Messages: append to durable log (Kafka) + per-conversation store (sharded DB).
Offline: push notifications (APNs/FCM) + client pulls history on reconnect.

Analogy: Walkie-talkie channel (WebSocket) for live voice, plus voicemail inbox (DB) when the other person is offline.

Rendering diagram…

Component	What it is	Why we use it here
NLB / ALB	Layer 4/7 load balancers distributing TCP/WebSocket connections.	Sticky sessions or least-conn routing to WebSocket gateways; health checks restart bad nodes.
WebSocket gateway	Maintains long-lived connections; frames to/from clients.	Chat needs server push; HTTP polling is wasteful at scale.
Presence Redis	Fast key-value with TTL for “user online/offline”.	Presence is ephemeral and high-churn; Redis TTL matches heartbeat semantics cheaply.
Kafka	Append-only event log for messages and receipts.	Ordering per conversation partition, replay for new consumers (search indexer), decoupling persistence from gateway CPU.
Cassandra / DynamoDB	Wide-column / key-value for message history at scale.	Message tables are append-heavy and partitioned by conversation_id; SQL can become a write bottleneck.
S3	Object storage for attachments/voice notes.	Keeps large blobs out of the DB; lifecycle to cold storage.
SNS + APNs/FCM	Mobile push fan-out (see glossary).	Offline users don’t hold WebSockets; push wakes device for new messages.

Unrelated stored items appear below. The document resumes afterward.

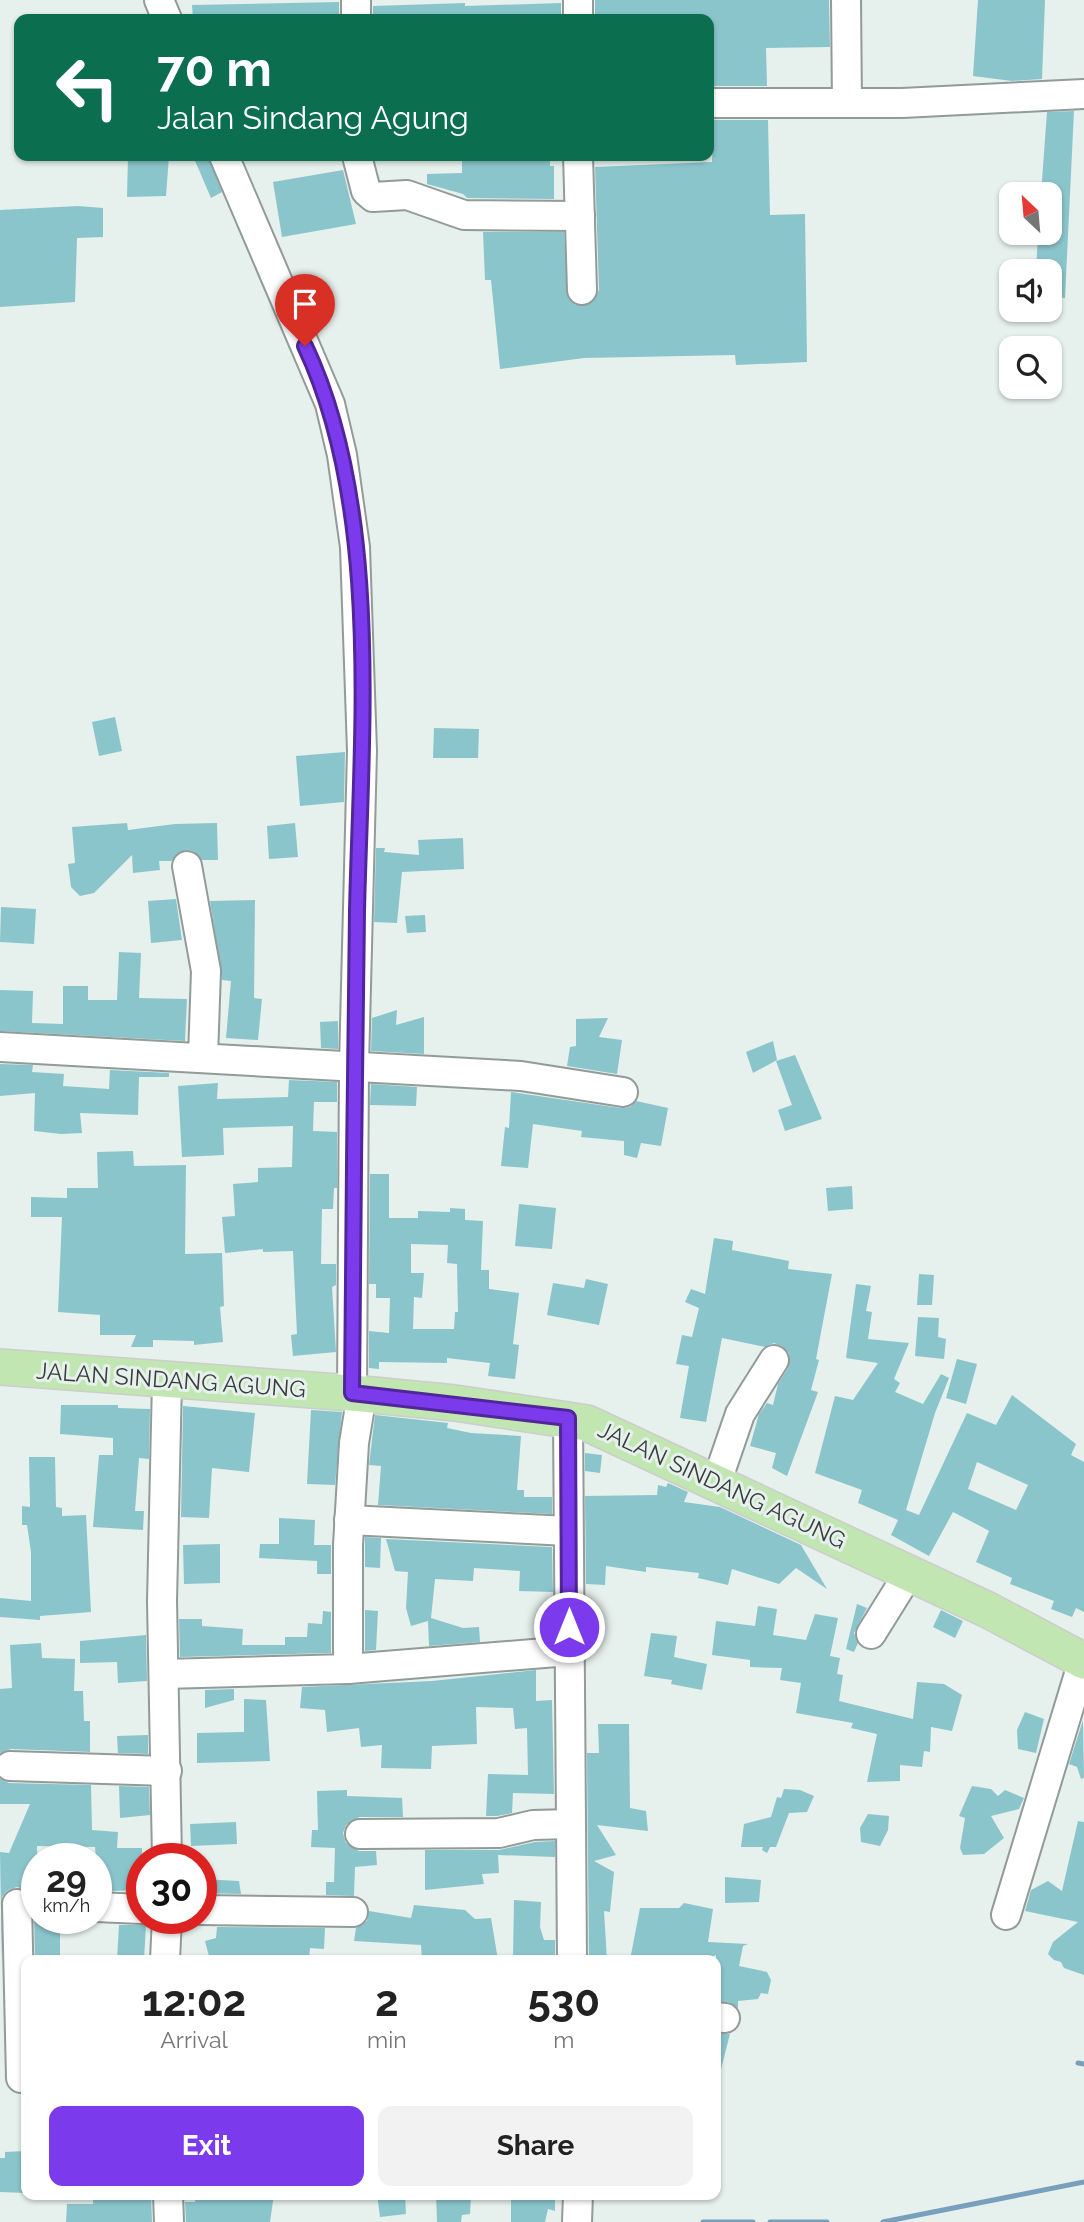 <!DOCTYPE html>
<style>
:root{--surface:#fff;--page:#f2f2f2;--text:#222;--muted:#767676;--accent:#7c3aed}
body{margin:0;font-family:Raleway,sans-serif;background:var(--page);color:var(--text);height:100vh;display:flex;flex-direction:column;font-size:26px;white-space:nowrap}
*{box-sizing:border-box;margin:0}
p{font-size:23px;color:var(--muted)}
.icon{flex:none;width:38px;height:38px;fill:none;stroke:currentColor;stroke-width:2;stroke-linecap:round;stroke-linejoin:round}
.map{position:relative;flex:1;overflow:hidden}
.sheet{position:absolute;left:21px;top:1955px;width:700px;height:245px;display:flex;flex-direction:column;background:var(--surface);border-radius:14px;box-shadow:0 2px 5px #0004}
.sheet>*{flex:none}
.banner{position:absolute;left:14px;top:14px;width:700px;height:147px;border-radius:14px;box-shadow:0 2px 5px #0004;background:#0b6e4f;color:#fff;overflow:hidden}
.needle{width:46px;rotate:334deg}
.fabs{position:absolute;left:999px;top:182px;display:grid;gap:14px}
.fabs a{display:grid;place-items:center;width:63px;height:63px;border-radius:14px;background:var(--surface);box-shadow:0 2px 5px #0004;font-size:35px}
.speed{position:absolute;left:21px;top:1843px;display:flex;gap:14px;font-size:35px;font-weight:700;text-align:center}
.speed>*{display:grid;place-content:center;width:91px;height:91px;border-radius:50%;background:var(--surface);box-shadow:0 2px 5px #0004;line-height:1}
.speed small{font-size:18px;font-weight:400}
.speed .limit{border:10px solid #d22;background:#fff;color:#111}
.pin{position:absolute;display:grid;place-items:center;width:60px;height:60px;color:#fff;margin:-72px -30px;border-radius:50% 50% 50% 0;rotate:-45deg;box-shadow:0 0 7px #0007}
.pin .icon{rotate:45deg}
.me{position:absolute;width:77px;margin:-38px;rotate:0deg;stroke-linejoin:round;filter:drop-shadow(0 0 5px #0008)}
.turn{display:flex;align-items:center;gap:24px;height:147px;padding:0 28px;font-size:32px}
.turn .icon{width:91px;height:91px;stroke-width:2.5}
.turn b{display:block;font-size:49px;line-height:60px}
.eta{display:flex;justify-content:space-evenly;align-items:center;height:119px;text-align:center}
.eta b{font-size:42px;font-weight:700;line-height:49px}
.cta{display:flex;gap:14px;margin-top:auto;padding:14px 28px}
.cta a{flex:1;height:80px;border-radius:14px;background:var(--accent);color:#fff;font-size:28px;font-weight:700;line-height:80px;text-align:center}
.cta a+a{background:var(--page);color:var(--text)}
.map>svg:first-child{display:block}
</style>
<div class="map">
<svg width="1084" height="2222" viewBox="0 0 1084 2222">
<rect width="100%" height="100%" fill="#e6f0ec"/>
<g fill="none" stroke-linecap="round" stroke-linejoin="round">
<g stroke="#789fbc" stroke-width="5">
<path d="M1078 2063 1084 2064"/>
<path d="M703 2222H753"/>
<path d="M770 2222H827"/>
<path d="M883 2222 1084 2182"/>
</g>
</g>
<g fill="#8bc5cc" fill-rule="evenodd">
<path d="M595 0H829L830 47 766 48 767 86H713L711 19H595Z"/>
<path d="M978 0H1045L1042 79 1012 81 973 76Z"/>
<path d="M339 2V19H193L192 5Z"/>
<path d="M465 3V6L561 3V19H373V6Z"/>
<path d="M1074 111 1065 298 1050 297V271H1036L1038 233H1050V194H1041L1047 112Z"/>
<path d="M713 120H768L770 215 805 214 807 362 736 365 735 355 584 358 500 369 491 280H485L483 232H564L568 298 575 305 590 304 599 290 595 167 712 162Z"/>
<path d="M128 156H169L166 196 127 197Z"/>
<path d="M193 156H208L222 192 211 198Z"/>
<path d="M462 156H550V166H554V199L467 198 463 194 427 184V174L462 173Z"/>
<path d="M343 170 356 224 282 237 273 182Z"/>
<path d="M78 206 103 208V237L77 238 75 302 0 307V210Z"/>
<path d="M115 717 122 751 99 756 92 722Z"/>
<path d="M434 728 479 729 478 758H433Z"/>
<path d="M345 752 344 802 300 806 296 756Z"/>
<path d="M127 823 128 830 175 824 217 823 218 860H202L193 851 185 850 171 861H159L160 870 133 873 132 855 94 893 80 896 71 887 68 864 75 863 72 827Z"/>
<path d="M295 823 298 857 269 859 267 826Z"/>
<path d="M463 838 464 869 402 872 397 923 374 922 376 848H385L384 852 419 855 418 840Z"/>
<path d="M176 899 182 940 151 943 148 901Z"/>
<path d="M255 900 254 998 262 999 258 1040 226 1038 231 981 222 980 210 901Z"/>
<path d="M1 907 36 909 34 944 0 942Z"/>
<path d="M425 915 426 932 407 933 405 916Z"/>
<path d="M119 952 141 953 139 998 187 999 185 1041 0 1031V990L33 991 32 1023 63 1024V986H88V1000H117Z"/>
<path d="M397 1010 396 1025 424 1017V1054L371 1051 372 1018Z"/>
<path d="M608 1018 599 1037 622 1040 617 1074 567 1066 570 1047 576 1046V1019Z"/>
<path d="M338 1021V1049L321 1048 320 1022Z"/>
<path d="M773 1041 777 1060 753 1073 746 1052Z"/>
<path d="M795 1055 822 1119 785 1131 778 1110 792 1105 776 1061Z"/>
<path d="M0 1064 33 1065 32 1072 64 1074 63 1086 109 1089 110 1070 169 1073V1077H139L138 1115 80 1113 82 1133 61 1134 34 1131 35 1093 0 1096Z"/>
<path d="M289 1080 337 1082V1102H314L313 1131 337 1132V1188H334L333 1209H322L321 1264H336V1285L332 1287 336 1352 293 1356 291 1335 297 1334 293 1251 263 1252V1249L225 1253 222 1217 235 1216 233 1184 258 1182V1168L292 1167 293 1126 223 1128 224 1155 182 1157 178 1086 218 1083 217 1099 288 1097Z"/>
<path d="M371 1084 417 1087 416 1106 370 1105Z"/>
<path d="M511 1092 620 1108 630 1107 636 1101 668 1108 661 1146 641 1143 637 1158 624 1155V1141L581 1137 582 1131 533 1124 528 1168 501 1166 505 1127 509 1128Z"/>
<path d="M133 1151 134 1166 186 1165 185 1254 222 1253 224 1306 220 1307 223 1342 194 1345V1341L153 1340V1347H131L136 1335H100V1315L58 1312 62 1217H31V1197L67 1198V1188H98L97 1152Z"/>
<path d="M370 1174H389V1218H418V1211L450 1212V1208L465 1209V1220L483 1221 481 1270H489V1289L519 1293 513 1344 519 1345 515 1379 488 1376 490 1363 447 1358V1363L379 1362V1369L369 1368V1331L389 1333 390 1298H376V1284H369ZM411 1244 448 1245 447 1263 457 1264 458 1312H455L454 1329H413L414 1297 422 1298 424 1273H411Z"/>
<path d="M852 1186 853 1209 828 1211 826 1188Z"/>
<path d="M519 1204 556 1208 552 1249 515 1246Z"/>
<path d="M714 1238 733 1241 732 1250 789 1261 788 1269 832 1274 816 1359 819 1360 811 1390 818 1392 787 1476 772 1468 776 1453 750 1446 759 1414 767 1403 773 1405 778 1384 788 1368 789 1353 782 1346 774 1343 765 1347 722 1338 706 1422 680 1418 689 1366 676 1364 682 1335 692 1337 699 1308 685 1302 691 1289 705 1294Z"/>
<path d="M919 1274 934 1275 932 1305H917Z"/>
<path d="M586 1279 608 1284 599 1325 547 1315 553 1283 584 1288Z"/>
<path d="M856 1284 871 1286 866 1311 872 1312 868 1339 909 1343 894 1379 900 1383 895 1392 923 1404 941 1374 949 1378 935 1413 906 1510 919 1515 967 1413 996 1425 1012 1395 1076 1444 1071 1455 1084 1462V1612L1076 1608 1072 1617 1051 1609 1054 1601 1010 1584 1012 1578 976 1562 989 1531 982 1527 953 1512 929 1556 891 1535 898 1520 858 1503 862 1490 815 1473 835 1396 853 1400 878 1363 846 1358ZM977 1462 1028 1485 1016 1510 968 1489Z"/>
<path d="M918 1317 939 1318 938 1337 946 1339 944 1359 915 1356Z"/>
<path d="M957 1359 977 1364 966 1404 946 1398Z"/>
<path d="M61 1405H118V1408L150 1409 149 1459 139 1458 135 1511H144L143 1530 93 1527 99 1455H113V1438L60 1434Z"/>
<path d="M183 1406 255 1413 249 1472 212 1468 209 1518 181 1517Z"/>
<path d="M311 1410 342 1412 335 1485 307 1484Z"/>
<path d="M375 1415 448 1423 447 1428 471 1433 521 1436 517 1490H524V1497H552V1514L378 1505 381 1466 369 1465Z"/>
<path d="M585 1453 602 1455 600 1473 585 1471Z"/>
<path d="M29 1457H55L56 1507 62 1508V1516L86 1515 91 1612 40 1616V1620L0 1617V1598L31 1601V1552L27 1525H22V1506L30 1507Z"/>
<path d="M668 1483 688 1492 684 1502 720 1507 801 1545 827 1589 796 1568 779 1584 732 1569 728 1585 698 1578 699 1573 646 1567V1572L606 1566 605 1585 586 1584 585 1496 657 1495 658 1485 666 1487Z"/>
<path d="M279 1518 315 1520 314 1545H331V1574H317V1561L259 1558 260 1544H279Z"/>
<path d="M365 1537 381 1538 380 1568 365 1567Z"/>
<path d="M386 1539 552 1547 553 1592 519 1591 520 1571 474 1568 473 1581 435 1579 431 1618 463 1628 479 1627 480 1642 429 1646 428 1621 411 1626 406 1608 408 1572 395 1571Z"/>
<path d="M220 1544V1583L184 1584 183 1545Z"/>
<path d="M857 1604 867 1608 854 1633 858 1643 854 1652 846 1649Z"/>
<path d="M593 1606V1652H586V1608Z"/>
<path d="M758 1606 777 1609 773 1635 806 1640 815 1614 838 1618 830 1656 840 1658 837 1674 843 1675 839 1701 913 1719 917 1682 944 1684 962 1695 952 1731 931 1727 930 1752 924 1751 922 1767 900 1765V1781L867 1782 877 1734 851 1728 853 1723 796 1713 801 1683 780 1680 782 1668 750 1667V1660L712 1655 716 1621 755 1626Z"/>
<path d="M365 1610 378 1611 376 1650 365 1651Z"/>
<path d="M941 1610 963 1621 955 1638 933 1627Z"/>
<path d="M323 1611 331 1612V1653L180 1657 179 1619H202V1626L243 1629 242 1645H285V1637H307L308 1623 322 1624Z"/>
<path d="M651 1633 677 1636 674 1657 707 1664 702 1690 671 1684 672 1680 644 1676Z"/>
<path d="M146 1635 147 1681 118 1683 117 1662 80 1663V1641Z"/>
<path d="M41 1643 42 1658 75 1659 74 1691H83L84 1721H90V1752L11 1749 0 1753V1689L12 1688 10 1645Z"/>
<path d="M536 1670V1701L552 1700 554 1794 513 1793 512 1813 497 1816H486L488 1774 528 1775 527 1728 515 1729 513 1708 476 1707 477 1744 432 1746 431 1769 381 1768 382 1745 361 1747 359 1728 327 1732 325 1710 300 1708 302 1687 432 1681Z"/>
<path d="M234 1689V1700L205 1708V1690Z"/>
<path d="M244 1699 266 1700 270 1761 197 1763V1733L244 1732Z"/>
<path d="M1025 1712 1044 1719 1036 1753 1018 1749 1017 1730Z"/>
<path d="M1083 1720 1084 1778 1081 1779 1077 1767 1069 1764Z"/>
<path d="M598 1724H629L630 1808 646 1811 648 1831 597 1825 616 1855 594 1861 614 1872 610 1912 604 1911 607 1960H589L587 1753H599Z"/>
<path d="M148 1735V1754L118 1753 117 1736Z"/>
<path d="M0 1779 9 1783 91 1785 92 1830 118 1832 117 1848H142V1890L113 1891 98 1890 95 1847 37 1846V1899L33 1900 26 1890 17 1887 8 1890 2 1897V1966L0 1852 9 1853 30 1804H0Z"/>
<path d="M119 1786 149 1787 150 1815 120 1818Z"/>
<path d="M972 1786 991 1789 998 1796 1005 1790 1024 1798 1019 1809 991 1816 1004 1838 984 1854 963 1855 960 1848 965 1818 959 1816Z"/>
<path d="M784 1789 800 1790 814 1796 807 1812 789 1813 776 1847H770L767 1853 762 1850 763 1847H741L744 1824 771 1817 777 1797 781 1798Z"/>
<path d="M347 1790V1796L402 1798 403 1817H359L346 1825 343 1833 346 1843 359 1851H376L377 1865 355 1867 354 1896 326 1895V1882H334L335 1848 311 1847 312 1830H318L317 1791Z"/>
<path d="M868 1814 889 1816 888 1830 880 1846 861 1842 860 1828Z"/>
<path d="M1078 1821 1084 1822V1975L1064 1968 1061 1962 1054 1960 1048 1954 1053 1942 1078 1922 1025 1911 1031 1890 1048 1881 1062 1891Z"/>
<path d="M236 1822 237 1844 191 1846 190 1824Z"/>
<path d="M555 1841V1857L498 1855 499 1873 482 1874 484 1884 425 1890V1850H499L535 1842Z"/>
<path d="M725 1877 761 1880 759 1902 725 1903Z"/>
<path d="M201 1879 239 1881 241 1894 201 1893Z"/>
<path d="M514 1900 541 1902 540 1927 544 1940H555V1960H513Z"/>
<path d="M684 1903 713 1909 708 1942 748 1944 743 1946 739 1966 767 1972 771 1980 768 1994 761 1993 758 1999 738 2001V2008L728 2002 716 2001V1955L703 1960H630L640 1908H679Z"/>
<path d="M414 1905 465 1910 475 1919 491 1918 498 1960H422L421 1945 354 1941 356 1928 367 1921 369 1911 411 1918Z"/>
<path d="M34 1918 47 1920V1930H60V1960H35Z"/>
<path d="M119 1925H146L144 1960 117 1959Z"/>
<path d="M217 1927 325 1928 324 1949 310 1948 309 1960H210L205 1941 216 1938Z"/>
<path d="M716 2034H730L721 2069 716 2068Z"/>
<path d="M26 2151V2193L0 2192V2158H5V2152Z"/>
<path d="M93 2194H151L152 2222H66L67 2204H93Z"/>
<path d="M196 2194H274L270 2222H186L185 2202H195Z"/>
<path d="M377 2194H405L406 2214 380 2217Z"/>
<path d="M436 2194H471L470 2214 462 2215 461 2222H437Z"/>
<path d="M511 2194H555V2211L548 2209 545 2222H511Z"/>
</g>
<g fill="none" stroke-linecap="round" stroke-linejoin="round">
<defs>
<g id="minor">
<path d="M159 0 167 19"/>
<path d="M846 0 847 103"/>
<path d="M356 19V0"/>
<path d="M578 19V0"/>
<path d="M709 103H902L1084 94"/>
<path d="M224 156 330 404 342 455 355 547 362 751 354 1065 352 1393"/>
<path d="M357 156 366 191 373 197 407 195 464 215 580 216"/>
<path d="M578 156 582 290"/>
<path d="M187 866 206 971 203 1057"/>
<path d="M0 1047 521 1076 623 1092"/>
<path d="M167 1381 162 1601 167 1858"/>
<path d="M568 1418 572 1960"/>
<path d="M717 1481 740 1414 774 1360"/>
<path d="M349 1520 568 1531"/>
<path d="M871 1634 909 1573"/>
<path d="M348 1669 569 1651"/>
<path d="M164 1674 348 1669V1545L354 1443 362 1394"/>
<path d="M10 1766 167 1771"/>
<path d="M360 1834 499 1833 533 1825 570 1824"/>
<path d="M17 1904 21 2078"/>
<path d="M96 1907 142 1909"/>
<path d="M201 1910 353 1912"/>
<path d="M1006 1915 1083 1661"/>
<path d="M165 1960 167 1918"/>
<path d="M716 2017 725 2018"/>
<path d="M168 2194 169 2222"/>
<path d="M577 2222 578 2194"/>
</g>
<path id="major" d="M0 1367 352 1393 455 1403 587 1423 988 1610 1084 1661"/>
</defs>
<use href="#minor" stroke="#929b98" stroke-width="32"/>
<use href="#major" stroke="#cccdcc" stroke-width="38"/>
<use href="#minor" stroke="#fff" stroke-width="28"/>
<use href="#major" stroke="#c1e6b1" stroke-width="35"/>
</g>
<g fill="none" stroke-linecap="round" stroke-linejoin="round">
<defs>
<path id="route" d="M305 346C382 509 361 734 357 911 354 1072 354 1232 352 1393L568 1418 569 1627"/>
</defs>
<use href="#route" stroke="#51269a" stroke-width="18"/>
<use href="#route" stroke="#7c3aed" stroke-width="12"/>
</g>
<g text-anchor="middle" stroke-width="6" stroke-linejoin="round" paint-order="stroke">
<g font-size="23" fill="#393d3c" stroke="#e6f0ec">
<text transform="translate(171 1380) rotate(4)" y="8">JALAN SINDANG AGUNG</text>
<text transform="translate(722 1485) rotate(25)" y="8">JALAN SINDANG AGUNG</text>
</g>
</g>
</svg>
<div class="fabs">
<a><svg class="needle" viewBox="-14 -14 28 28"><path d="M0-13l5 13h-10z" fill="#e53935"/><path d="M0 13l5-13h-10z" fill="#767676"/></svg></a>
<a><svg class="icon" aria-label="sound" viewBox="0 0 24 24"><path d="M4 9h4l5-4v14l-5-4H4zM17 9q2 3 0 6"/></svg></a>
<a><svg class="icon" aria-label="search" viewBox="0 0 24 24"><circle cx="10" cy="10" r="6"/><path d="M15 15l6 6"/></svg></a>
</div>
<div class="speed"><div>29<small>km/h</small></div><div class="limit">30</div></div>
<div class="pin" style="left:305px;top:346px;background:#d93025"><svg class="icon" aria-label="arrive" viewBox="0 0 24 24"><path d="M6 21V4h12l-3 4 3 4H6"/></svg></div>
<svg class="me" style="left:569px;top:1627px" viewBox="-20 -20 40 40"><circle r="17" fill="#7c3aed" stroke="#fff" stroke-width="3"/><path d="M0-11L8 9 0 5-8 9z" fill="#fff"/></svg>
<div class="banner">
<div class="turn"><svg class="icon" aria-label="left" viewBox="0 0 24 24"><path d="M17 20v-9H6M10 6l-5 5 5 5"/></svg><div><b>70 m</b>Jalan Sindang Agung</div></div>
</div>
<section class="sheet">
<div class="eta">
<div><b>12:02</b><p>Arrival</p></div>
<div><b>2</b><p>min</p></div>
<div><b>530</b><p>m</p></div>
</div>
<div class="cta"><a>Exit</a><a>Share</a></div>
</section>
</div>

Shared definitions: 00-glossary-common-services.md

Sticky sessions at load balancer to same gateway pod (or use Redis pub/sub for cross-pod fan-out).
Heartbeat to detect dead TCP; reconnect with exponential backoff on client.

Per conversation sequence number assigned by single partition Kafka topic key = conversation_id guarantees order in log.
Clients dedupe by message_id.

Hot messages: Redis recent window for speed.
Cold history: S3 + Parquet for cheap archive, or DB partitions by month.

E2E encryption (Signal model) changes design: server stores ciphertext only; key exchange out of band.
If not E2E: TLS in transit, KMS at rest, field-level encryption for sensitive attachments metadata.

Amazon Cognito / Auth0 for JWT; gateway validates JWT per connection upgrade.

Rendering diagram…

Problem	Solution
Ordering across servers	Single Kafka partition per conversation
Split brain presence	TTL keys in Redis; CRDT optional for advanced
Large groups	Fan-in reads; ephemeral messages for mega channels
Delivery receipts	Separate small events topic; idempotent upserts

Backpressure: slow clients → bounded per-connection queues; drop or disconnect abusive clients.
Compliance: FINRA / healthcare may require WORM storage and audit trails.